__Work item__
Go through the entries below. Copy out every line that contains "University".

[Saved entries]
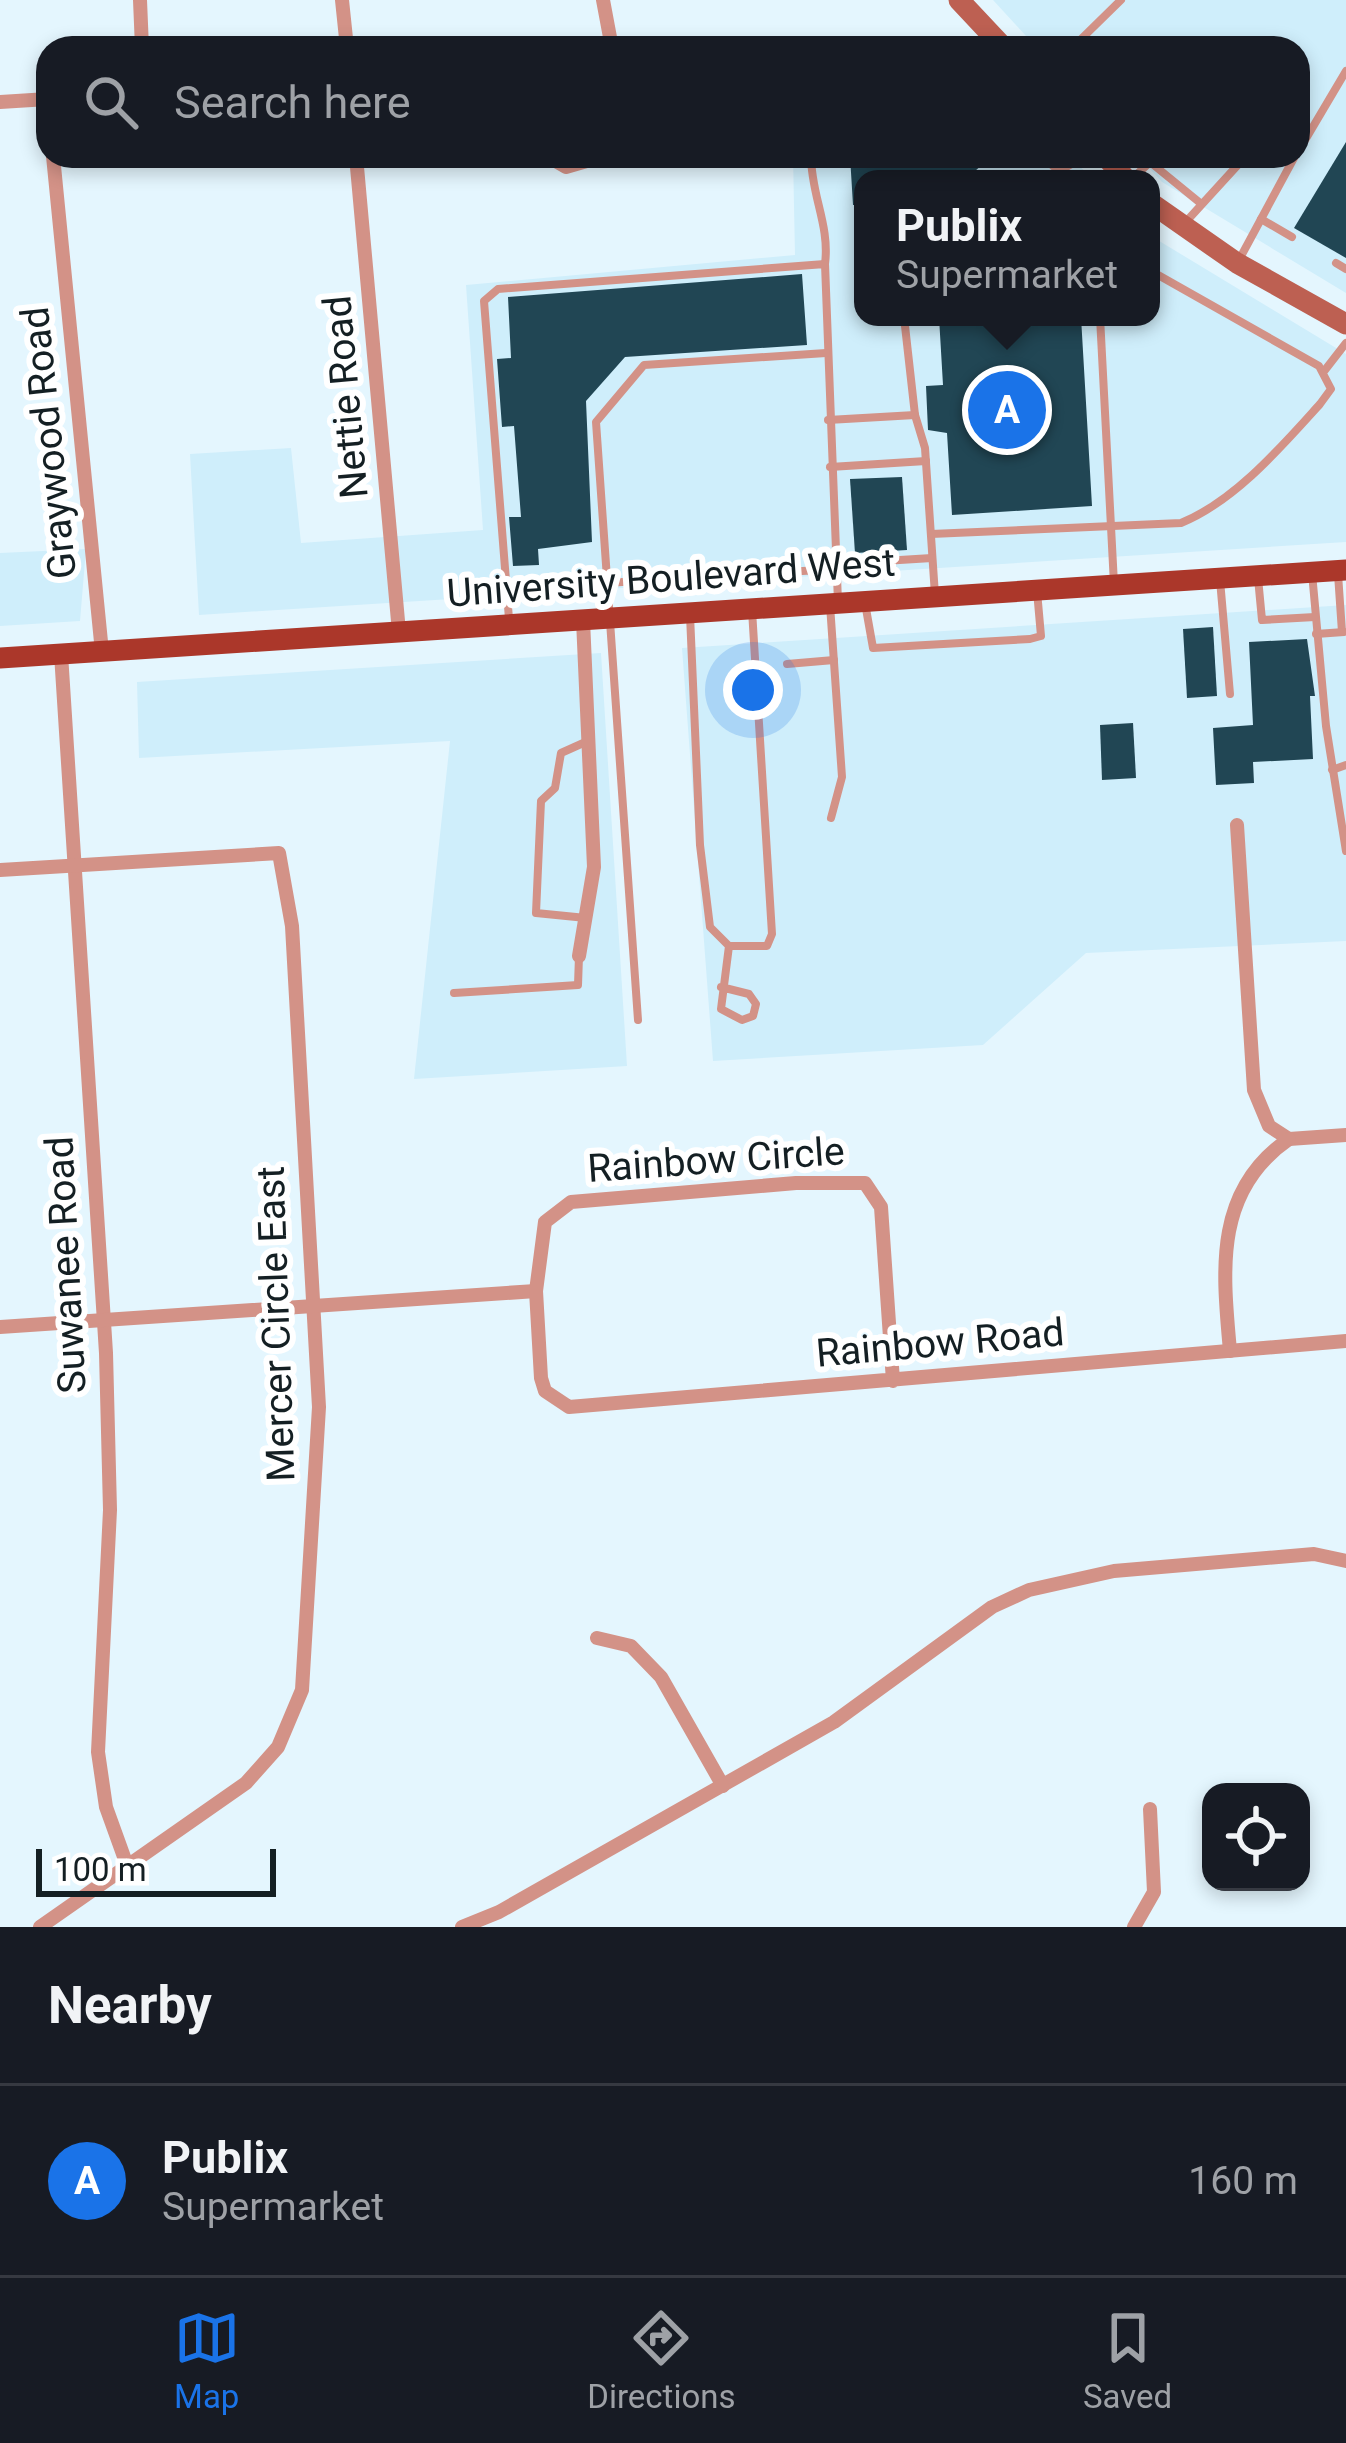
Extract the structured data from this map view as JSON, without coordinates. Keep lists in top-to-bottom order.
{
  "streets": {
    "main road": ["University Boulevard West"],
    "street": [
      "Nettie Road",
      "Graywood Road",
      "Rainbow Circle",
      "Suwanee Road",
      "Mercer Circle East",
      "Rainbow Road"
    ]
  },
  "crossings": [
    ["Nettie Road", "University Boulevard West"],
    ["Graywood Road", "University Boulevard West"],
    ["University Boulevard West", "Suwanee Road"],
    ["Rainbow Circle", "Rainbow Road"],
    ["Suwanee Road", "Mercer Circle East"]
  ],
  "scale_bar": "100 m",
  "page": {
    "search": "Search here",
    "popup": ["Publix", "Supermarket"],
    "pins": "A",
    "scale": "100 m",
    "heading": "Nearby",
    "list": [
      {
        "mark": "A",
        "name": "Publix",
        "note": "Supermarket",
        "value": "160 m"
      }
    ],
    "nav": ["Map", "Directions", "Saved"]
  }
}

__Response box__
    "main road": ["University Boulevard West"],
    ["Nettie Road", "University Boulevard West"],
    ["Graywood Road", "University Boulevard West"],
    ["University Boulevard West", "Suwanee Road"],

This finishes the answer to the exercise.